When I went to clear away Father’s tea, he was sitting with his square hands on the table, either side of his plate, all smeared now with congealed food. I put the dirty china on a tray. I hardly liked to touch the plate between his dreadful hands; even his fingers had black hairs on them. To my relief, he abruptly left the table and sat in the leather chair. I could feel he was looking at me and my hands shook as I tried to clear away. He suddenly shouted, ‘Hurry up, girl; for Christ’s sake, stop dithering! I want to speak to you.’ Somehow I managed to take the things into the kitchen, but when I returned, in my nervousness I knocked the door and started the dogs across the hall barking. I went into the room, and there was Father still looking at me. I stood by the door holding the handle so that I could escape quickly if necessary. He took a cachou from the silver box on his watch-chain and, as he crunched it, he still went on looking at me, and the sweet smell, which I connected with my father, made me even more afraid, although to other people it must seem quite harmless. Suddenly he began to talk, and it was as if he’d rehearsed it.

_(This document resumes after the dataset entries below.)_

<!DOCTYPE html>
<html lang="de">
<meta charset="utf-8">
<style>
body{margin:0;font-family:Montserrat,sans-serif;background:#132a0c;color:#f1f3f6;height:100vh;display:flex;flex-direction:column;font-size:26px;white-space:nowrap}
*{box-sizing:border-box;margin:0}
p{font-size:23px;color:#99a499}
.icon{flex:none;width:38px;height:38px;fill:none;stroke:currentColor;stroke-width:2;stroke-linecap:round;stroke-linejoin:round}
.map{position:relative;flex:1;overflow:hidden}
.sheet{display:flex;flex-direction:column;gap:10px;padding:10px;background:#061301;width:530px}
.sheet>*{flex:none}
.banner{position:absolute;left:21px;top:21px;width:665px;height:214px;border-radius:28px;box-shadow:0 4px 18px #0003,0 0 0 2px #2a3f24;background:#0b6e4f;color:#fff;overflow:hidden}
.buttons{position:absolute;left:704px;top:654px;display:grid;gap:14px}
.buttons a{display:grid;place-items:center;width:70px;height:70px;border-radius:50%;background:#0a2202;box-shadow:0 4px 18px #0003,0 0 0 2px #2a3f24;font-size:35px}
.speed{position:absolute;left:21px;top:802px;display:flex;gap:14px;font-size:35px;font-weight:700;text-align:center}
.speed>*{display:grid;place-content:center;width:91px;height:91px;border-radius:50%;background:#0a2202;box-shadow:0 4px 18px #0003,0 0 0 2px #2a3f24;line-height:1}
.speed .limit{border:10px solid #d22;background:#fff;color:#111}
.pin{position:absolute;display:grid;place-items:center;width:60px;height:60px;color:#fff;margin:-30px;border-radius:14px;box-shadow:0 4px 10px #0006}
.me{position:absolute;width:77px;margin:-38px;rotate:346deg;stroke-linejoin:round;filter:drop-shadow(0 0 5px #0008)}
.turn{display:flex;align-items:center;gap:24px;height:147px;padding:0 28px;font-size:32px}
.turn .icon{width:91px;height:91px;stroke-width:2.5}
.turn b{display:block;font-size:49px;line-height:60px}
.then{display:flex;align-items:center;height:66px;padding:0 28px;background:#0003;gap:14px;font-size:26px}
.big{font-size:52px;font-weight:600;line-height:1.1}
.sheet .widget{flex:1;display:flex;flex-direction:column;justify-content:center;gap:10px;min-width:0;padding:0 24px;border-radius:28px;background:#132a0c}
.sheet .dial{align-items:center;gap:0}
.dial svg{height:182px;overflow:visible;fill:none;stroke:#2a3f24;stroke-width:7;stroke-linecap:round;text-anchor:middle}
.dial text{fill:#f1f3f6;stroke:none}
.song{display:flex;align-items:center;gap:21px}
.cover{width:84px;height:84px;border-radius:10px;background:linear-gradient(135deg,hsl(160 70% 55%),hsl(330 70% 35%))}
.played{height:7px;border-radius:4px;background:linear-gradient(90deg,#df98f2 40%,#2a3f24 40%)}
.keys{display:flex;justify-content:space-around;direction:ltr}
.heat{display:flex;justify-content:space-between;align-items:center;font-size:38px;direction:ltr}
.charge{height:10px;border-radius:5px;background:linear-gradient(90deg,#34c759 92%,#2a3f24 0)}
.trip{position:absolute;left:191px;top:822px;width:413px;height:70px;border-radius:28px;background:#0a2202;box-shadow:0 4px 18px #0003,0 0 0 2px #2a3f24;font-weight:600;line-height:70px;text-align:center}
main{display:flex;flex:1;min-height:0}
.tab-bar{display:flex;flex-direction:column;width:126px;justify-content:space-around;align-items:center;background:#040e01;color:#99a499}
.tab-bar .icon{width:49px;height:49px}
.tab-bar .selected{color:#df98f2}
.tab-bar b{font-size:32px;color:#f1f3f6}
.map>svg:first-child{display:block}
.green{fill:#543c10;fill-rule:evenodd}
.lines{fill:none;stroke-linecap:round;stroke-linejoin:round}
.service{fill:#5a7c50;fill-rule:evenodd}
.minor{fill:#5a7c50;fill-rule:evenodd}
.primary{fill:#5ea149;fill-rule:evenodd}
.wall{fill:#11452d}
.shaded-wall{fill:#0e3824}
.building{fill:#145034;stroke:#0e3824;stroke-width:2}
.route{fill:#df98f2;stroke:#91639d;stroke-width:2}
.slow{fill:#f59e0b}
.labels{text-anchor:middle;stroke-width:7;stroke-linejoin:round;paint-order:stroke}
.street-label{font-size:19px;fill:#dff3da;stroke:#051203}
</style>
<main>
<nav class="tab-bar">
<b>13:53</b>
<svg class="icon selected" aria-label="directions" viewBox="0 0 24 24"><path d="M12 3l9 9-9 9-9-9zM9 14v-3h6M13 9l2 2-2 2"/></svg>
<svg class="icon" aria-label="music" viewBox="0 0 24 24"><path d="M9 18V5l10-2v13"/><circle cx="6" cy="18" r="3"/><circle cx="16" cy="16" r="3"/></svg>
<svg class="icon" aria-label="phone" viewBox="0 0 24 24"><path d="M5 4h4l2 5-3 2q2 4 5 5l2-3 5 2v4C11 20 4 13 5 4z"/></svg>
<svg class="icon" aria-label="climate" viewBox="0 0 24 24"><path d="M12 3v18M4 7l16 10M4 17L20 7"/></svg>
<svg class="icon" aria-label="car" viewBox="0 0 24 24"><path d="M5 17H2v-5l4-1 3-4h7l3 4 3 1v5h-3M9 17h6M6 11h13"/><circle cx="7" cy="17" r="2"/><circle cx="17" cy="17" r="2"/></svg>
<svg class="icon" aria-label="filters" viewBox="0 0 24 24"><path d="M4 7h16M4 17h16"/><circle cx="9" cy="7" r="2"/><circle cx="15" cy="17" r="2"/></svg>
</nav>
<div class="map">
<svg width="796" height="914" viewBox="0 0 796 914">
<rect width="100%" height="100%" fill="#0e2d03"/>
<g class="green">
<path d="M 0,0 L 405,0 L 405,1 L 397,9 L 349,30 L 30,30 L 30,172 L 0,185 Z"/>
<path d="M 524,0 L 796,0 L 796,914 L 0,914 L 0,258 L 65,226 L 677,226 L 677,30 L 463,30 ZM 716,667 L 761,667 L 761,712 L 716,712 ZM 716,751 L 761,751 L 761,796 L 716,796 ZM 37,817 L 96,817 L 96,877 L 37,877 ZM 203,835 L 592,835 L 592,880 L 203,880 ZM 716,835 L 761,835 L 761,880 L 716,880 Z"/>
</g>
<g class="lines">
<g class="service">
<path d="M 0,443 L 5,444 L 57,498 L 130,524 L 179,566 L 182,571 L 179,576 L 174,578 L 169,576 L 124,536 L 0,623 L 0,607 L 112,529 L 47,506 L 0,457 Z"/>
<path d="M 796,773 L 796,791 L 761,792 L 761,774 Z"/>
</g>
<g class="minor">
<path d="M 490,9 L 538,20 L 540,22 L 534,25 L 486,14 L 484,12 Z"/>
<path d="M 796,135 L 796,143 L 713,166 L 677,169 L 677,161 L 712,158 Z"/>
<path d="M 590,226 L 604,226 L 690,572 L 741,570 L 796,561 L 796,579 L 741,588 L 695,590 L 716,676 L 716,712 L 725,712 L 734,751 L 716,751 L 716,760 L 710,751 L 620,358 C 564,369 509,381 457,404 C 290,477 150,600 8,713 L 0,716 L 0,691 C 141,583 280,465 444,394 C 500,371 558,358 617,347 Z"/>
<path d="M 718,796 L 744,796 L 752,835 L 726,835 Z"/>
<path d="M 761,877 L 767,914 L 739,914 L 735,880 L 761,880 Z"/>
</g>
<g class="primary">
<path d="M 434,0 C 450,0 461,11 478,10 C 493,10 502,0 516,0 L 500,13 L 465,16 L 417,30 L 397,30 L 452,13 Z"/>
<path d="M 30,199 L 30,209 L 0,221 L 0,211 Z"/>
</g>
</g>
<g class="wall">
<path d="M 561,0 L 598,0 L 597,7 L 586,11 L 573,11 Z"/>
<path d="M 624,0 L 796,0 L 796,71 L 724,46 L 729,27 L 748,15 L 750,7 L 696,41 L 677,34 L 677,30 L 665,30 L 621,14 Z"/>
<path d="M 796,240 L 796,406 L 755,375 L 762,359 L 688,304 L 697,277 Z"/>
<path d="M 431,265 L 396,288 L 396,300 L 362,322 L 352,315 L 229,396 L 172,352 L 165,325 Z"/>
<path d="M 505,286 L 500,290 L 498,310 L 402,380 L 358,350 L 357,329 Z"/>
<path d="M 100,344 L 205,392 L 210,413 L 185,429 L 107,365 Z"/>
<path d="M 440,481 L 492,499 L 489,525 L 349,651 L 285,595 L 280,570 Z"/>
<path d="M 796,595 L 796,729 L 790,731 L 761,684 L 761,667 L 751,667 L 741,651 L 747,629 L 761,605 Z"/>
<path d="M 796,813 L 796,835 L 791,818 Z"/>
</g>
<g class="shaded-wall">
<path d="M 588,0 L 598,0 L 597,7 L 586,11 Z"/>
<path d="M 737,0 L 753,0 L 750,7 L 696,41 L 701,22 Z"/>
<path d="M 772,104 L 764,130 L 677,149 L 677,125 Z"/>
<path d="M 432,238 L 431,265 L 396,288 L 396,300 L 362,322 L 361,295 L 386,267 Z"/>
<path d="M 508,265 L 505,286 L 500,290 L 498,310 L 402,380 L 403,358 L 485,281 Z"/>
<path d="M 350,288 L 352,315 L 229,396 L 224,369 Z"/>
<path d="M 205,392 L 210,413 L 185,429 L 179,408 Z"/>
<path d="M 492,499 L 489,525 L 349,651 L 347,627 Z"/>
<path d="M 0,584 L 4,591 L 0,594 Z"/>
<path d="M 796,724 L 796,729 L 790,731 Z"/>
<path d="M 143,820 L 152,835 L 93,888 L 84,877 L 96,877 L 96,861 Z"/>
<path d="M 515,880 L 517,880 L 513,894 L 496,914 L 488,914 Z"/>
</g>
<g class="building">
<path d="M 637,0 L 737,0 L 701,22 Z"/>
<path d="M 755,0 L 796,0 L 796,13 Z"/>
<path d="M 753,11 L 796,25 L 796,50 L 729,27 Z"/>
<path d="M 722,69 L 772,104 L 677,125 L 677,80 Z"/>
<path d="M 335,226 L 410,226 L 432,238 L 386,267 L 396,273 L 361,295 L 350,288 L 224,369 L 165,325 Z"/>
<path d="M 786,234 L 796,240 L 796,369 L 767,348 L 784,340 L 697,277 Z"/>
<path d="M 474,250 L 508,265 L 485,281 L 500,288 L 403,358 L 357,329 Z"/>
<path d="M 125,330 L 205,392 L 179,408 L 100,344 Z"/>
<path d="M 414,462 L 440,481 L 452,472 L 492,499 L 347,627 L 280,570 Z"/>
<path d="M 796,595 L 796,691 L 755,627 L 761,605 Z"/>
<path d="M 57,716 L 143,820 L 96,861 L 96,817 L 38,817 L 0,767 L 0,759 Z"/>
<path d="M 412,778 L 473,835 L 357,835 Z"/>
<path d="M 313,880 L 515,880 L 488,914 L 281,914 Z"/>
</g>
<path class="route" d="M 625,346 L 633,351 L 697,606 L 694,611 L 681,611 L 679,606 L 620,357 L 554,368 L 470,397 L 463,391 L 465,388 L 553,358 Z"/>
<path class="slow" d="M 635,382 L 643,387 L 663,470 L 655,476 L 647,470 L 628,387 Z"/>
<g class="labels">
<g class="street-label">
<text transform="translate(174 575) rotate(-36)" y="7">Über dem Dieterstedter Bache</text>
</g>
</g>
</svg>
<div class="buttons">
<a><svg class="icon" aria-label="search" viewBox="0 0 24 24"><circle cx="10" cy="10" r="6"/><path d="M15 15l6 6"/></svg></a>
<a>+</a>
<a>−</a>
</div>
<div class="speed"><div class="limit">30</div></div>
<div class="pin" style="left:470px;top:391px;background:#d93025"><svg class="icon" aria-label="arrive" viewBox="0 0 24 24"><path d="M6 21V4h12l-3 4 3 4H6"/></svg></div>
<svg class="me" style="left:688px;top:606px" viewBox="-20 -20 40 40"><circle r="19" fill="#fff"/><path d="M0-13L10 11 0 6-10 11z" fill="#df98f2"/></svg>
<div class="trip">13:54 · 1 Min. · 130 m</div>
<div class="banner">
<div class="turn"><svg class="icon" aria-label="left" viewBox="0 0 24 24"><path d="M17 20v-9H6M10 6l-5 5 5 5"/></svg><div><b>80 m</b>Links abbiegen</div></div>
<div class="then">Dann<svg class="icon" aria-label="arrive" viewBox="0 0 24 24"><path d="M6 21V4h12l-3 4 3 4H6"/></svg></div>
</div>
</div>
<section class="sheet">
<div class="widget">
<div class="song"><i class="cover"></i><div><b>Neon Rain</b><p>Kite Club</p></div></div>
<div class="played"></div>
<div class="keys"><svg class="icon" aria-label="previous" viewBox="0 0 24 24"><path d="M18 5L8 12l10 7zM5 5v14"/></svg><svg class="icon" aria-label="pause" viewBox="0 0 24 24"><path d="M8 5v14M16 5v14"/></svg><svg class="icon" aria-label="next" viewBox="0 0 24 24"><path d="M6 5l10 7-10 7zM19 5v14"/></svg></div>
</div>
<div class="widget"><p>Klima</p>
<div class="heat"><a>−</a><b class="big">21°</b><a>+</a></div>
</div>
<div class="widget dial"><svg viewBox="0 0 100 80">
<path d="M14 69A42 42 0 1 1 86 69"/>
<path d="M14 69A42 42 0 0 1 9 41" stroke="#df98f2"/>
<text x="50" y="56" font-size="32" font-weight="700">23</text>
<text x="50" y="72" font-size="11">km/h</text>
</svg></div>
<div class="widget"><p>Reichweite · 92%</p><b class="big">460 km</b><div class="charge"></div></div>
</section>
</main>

‘There are things that should be said between us and I’m saying them now. The main thing is that you’re leaving this house tomorrow. I hope I shall never see you again. This young man Peebles seems to have taken to you – and, by God! he can keep you. You’ve never been a child of mine. Did you know you couldn’t walk until you were two? It used to make me sick to see you clapping about on your bottom instead of walking like a decent child. Look at you now, sickly and pale, like a washed-out clout, and no flesh on you at all. But, although you’re a miserable thing and no child of mine, have I ever stinted you? Tell me that!’
‘No, Father,’ I whispered.
He gave me a withering glance, and went on, ‘Did you know I married your mother for a miserable hundred pounds? If I’d waited a year, even less than a year, I’d have had ten times that amount of money, but your mother trapped me with her miserable hundred. I might have forgiven her if she had produced a son, but she wasn’t even capable of that. Her brothers used to call her “the singing mouse”, among other silly pet-names; but I soon made her sing out of the wrong side of her mouth, and she deserved it. But I never stinted her.’
His voice fell and his eyes weren’t looking at me any more. He was talking to someone else. ‘I never stinted you, although you were less to me than a housekeeper. I could have turned you out for your deceit and sickly ways, but I let you stay here as Mrs Rowlands, although I loathed the sight of you and your finicky daughter. Now you are dead, and it’s better for us both. You were rotting away with a filthy disease; you are better dead, I tell you. I never stinted you; it was you that stinted yourself. I gave you a fine coffin. What more do you want? Is it your paper-white daughter…’
My father did not notice when I left the room.